The task:
Your task is to reproduce exactly the lines that run from the beginning of the data through the line where "inset:0; background:#c0c28f; transform-origin:0" appears.

Stored data entries:
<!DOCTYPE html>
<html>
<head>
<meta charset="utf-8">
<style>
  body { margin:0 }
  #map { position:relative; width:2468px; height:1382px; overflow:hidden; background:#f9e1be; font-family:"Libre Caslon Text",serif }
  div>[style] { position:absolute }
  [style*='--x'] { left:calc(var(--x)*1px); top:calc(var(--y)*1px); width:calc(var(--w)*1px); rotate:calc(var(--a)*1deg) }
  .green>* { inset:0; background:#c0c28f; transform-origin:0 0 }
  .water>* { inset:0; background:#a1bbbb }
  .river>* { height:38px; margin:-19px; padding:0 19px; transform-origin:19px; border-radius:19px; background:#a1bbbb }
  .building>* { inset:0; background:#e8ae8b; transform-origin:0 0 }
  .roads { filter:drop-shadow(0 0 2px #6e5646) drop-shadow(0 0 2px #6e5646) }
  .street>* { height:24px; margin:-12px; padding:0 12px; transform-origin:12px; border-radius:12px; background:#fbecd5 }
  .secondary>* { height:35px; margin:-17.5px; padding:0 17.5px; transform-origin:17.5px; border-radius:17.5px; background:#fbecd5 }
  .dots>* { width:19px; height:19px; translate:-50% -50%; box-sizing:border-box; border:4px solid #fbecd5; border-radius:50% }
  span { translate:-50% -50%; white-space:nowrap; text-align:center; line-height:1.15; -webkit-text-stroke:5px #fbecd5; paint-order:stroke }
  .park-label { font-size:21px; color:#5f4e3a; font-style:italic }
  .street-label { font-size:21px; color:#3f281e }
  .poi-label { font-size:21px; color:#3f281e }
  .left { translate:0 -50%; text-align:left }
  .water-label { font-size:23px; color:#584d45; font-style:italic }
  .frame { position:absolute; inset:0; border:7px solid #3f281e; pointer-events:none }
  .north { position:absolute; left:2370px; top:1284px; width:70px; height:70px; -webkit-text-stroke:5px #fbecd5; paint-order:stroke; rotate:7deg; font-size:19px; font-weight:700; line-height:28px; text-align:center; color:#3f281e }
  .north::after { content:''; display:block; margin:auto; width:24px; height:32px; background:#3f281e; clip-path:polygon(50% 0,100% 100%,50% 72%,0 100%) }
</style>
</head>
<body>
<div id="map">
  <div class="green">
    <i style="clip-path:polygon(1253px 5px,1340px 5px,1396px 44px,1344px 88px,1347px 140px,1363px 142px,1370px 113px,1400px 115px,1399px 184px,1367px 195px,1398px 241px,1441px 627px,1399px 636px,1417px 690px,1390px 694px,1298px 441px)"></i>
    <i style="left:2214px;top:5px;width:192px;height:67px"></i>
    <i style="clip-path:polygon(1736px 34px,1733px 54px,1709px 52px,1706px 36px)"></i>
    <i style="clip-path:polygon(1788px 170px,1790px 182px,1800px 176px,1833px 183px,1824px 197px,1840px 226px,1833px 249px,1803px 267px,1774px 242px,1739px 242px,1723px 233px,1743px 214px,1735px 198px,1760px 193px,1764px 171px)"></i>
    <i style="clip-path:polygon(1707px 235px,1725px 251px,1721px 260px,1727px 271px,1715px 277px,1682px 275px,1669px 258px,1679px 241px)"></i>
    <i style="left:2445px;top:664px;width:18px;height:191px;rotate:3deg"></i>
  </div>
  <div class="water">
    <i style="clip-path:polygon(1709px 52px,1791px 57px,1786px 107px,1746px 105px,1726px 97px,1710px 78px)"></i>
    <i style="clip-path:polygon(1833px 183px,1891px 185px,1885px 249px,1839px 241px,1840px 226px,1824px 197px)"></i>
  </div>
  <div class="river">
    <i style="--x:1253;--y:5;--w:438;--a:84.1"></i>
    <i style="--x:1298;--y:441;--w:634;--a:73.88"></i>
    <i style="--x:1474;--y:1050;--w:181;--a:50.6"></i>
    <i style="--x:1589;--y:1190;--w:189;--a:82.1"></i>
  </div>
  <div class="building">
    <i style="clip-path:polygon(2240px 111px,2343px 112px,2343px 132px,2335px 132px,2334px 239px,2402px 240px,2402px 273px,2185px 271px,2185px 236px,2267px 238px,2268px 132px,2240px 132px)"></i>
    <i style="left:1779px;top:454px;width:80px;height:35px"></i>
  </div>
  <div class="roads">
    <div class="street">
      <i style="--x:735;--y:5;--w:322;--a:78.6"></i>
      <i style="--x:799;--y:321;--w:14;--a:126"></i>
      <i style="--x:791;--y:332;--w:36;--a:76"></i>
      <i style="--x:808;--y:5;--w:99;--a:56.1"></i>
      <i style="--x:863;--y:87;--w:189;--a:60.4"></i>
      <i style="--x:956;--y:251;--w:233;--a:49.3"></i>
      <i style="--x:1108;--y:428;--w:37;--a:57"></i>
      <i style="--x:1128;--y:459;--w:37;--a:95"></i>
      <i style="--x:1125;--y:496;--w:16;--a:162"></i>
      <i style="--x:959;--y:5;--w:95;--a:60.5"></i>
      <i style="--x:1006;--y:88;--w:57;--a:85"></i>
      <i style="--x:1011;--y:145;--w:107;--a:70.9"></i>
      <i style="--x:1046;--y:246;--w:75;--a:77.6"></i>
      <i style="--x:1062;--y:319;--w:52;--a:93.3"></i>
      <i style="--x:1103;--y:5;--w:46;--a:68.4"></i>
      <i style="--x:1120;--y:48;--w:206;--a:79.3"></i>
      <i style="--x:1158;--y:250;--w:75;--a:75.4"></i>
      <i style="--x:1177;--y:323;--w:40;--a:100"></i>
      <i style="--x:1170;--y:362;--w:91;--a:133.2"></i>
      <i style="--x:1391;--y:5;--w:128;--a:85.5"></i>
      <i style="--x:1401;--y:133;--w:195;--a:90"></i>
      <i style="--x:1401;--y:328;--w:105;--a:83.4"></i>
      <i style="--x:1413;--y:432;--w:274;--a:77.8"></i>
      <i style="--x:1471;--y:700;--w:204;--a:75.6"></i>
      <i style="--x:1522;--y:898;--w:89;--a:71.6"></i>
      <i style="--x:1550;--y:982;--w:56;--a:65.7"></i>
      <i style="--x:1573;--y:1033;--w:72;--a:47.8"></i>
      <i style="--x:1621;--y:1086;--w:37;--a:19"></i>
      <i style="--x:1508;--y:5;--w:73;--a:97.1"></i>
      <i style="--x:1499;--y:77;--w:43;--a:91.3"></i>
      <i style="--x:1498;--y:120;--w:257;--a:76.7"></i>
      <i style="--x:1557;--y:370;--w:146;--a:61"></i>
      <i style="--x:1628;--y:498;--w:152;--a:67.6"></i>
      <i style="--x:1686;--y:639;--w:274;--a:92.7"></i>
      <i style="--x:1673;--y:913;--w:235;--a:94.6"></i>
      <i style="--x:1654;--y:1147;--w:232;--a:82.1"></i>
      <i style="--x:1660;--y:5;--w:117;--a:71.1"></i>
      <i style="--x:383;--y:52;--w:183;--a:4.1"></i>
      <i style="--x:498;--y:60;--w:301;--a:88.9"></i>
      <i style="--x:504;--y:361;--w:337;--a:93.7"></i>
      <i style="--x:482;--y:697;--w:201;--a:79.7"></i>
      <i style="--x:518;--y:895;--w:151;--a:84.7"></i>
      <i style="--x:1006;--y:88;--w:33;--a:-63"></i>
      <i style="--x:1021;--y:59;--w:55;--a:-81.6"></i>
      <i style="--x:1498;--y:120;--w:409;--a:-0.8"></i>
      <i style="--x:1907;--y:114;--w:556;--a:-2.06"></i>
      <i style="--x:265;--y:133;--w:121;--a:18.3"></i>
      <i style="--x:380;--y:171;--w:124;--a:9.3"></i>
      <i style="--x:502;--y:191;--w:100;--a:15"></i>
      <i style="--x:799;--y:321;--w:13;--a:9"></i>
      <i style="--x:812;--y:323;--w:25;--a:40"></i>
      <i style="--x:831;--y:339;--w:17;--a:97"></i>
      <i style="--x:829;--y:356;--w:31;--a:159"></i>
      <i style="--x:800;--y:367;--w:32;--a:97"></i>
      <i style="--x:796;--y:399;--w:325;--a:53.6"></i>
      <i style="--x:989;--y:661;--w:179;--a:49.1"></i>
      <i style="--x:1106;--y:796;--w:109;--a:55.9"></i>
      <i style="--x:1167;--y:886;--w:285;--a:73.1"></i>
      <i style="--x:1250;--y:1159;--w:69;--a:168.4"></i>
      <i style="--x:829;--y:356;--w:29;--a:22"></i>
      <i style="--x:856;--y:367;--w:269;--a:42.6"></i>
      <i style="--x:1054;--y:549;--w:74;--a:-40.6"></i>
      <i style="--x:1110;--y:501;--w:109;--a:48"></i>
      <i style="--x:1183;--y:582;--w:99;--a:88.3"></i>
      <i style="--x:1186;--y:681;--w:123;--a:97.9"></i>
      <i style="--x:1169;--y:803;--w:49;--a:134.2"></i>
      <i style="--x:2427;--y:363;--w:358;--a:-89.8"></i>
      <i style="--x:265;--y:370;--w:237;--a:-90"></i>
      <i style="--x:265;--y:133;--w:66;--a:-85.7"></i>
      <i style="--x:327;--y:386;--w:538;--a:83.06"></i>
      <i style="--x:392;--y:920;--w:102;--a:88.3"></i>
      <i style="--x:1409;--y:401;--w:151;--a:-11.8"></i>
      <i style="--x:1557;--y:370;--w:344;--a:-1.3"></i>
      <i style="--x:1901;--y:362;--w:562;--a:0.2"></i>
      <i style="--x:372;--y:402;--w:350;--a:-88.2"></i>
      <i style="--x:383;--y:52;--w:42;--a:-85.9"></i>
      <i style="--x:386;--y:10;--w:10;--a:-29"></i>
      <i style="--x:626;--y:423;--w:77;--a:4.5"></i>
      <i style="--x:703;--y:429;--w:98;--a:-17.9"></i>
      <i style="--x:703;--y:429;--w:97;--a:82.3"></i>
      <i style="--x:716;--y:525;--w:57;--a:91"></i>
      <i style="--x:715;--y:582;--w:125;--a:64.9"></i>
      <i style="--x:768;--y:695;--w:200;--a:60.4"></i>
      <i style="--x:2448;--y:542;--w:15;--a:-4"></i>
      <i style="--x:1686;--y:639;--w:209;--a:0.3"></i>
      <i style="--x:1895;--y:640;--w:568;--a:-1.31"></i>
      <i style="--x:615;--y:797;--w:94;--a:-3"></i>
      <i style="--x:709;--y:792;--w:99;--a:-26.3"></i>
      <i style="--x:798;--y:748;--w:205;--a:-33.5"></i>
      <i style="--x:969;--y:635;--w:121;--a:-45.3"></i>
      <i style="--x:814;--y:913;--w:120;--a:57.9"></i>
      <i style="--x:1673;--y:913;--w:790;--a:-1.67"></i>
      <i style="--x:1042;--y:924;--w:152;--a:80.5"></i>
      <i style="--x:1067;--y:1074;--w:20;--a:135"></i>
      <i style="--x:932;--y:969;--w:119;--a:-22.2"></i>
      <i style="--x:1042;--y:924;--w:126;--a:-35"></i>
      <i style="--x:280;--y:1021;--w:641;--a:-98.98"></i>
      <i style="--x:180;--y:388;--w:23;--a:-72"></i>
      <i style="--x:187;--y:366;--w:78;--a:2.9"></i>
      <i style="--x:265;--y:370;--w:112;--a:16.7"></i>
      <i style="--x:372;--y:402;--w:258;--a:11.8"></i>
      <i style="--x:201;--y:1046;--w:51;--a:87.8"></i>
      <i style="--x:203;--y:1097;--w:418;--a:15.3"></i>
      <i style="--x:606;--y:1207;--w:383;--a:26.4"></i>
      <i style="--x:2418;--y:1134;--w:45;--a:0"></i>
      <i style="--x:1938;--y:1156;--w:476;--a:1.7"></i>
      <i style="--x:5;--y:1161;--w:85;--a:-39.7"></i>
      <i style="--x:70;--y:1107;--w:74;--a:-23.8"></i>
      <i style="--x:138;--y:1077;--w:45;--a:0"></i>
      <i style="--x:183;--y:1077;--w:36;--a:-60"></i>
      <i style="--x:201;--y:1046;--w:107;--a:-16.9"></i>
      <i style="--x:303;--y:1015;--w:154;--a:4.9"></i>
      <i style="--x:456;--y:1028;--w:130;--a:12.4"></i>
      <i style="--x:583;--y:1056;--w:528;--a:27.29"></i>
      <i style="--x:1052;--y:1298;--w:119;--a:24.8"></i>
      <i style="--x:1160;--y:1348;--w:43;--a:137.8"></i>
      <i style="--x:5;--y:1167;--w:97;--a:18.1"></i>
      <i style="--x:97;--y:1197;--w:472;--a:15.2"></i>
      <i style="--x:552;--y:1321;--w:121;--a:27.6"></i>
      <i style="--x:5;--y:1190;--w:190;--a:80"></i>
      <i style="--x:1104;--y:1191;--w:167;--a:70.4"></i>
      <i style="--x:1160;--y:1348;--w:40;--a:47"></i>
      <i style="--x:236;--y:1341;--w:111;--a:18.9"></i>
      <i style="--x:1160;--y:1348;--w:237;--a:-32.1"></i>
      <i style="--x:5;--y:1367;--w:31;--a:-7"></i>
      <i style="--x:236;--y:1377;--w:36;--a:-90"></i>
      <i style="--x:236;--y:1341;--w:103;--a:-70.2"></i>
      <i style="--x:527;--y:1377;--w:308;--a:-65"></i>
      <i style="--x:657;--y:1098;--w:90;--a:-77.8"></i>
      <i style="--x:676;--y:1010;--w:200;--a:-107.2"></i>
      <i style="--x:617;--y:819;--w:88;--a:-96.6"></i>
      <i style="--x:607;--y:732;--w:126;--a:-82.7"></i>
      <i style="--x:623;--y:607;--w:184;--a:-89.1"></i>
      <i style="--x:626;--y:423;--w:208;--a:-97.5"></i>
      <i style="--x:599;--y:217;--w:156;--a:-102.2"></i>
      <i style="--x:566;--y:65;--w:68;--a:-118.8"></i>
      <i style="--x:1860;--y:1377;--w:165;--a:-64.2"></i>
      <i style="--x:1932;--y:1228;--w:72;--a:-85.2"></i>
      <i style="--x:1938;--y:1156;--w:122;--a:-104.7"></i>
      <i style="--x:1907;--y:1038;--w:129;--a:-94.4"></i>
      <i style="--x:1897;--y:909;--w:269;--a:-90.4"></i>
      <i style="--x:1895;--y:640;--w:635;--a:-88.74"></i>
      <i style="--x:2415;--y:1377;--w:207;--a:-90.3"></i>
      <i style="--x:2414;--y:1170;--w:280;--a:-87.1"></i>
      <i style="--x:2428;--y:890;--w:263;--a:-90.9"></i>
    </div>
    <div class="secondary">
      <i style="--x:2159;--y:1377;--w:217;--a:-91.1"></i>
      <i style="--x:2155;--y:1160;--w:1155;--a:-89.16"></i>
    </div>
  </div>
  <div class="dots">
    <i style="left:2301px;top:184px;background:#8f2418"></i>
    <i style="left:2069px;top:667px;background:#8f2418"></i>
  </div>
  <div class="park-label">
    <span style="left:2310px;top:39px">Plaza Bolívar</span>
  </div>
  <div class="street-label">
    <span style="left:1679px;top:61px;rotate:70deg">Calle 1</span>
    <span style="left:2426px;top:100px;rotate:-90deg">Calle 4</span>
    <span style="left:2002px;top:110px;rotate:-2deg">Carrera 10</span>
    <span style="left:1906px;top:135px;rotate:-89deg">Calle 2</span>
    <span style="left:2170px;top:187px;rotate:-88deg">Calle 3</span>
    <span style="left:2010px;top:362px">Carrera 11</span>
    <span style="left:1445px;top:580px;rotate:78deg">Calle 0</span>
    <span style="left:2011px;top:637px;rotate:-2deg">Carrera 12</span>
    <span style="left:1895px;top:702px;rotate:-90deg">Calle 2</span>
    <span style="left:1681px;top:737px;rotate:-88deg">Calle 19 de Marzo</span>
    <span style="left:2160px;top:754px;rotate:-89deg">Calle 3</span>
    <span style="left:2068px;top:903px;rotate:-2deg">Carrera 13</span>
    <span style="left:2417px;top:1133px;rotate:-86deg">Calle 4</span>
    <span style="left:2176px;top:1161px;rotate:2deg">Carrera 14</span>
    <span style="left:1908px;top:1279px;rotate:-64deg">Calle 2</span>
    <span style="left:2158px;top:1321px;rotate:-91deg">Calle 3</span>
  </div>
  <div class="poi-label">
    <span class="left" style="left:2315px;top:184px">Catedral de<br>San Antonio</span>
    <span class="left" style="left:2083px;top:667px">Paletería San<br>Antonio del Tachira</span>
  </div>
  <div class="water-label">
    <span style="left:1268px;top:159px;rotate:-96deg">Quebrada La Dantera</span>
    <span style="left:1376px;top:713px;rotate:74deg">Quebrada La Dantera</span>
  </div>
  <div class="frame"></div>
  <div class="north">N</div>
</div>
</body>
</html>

Output of the task:
<!DOCTYPE html>
<html>
<head>
<meta charset="utf-8">
<style>
  body { margin:0 }
  #map { position:relative; width:2468px; height:1382px; overflow:hidden; background:#f9e1be; font-family:"Libre Caslon Text",serif }
  div>[style] { position:absolute }
  [style*='--x'] { left:calc(var(--x)*1px); top:calc(var(--y)*1px); width:calc(var(--w)*1px); rotate:calc(var(--a)*1deg) }
  .green>* { inset:0; background:#c0c28f; transform-origin:0 0 }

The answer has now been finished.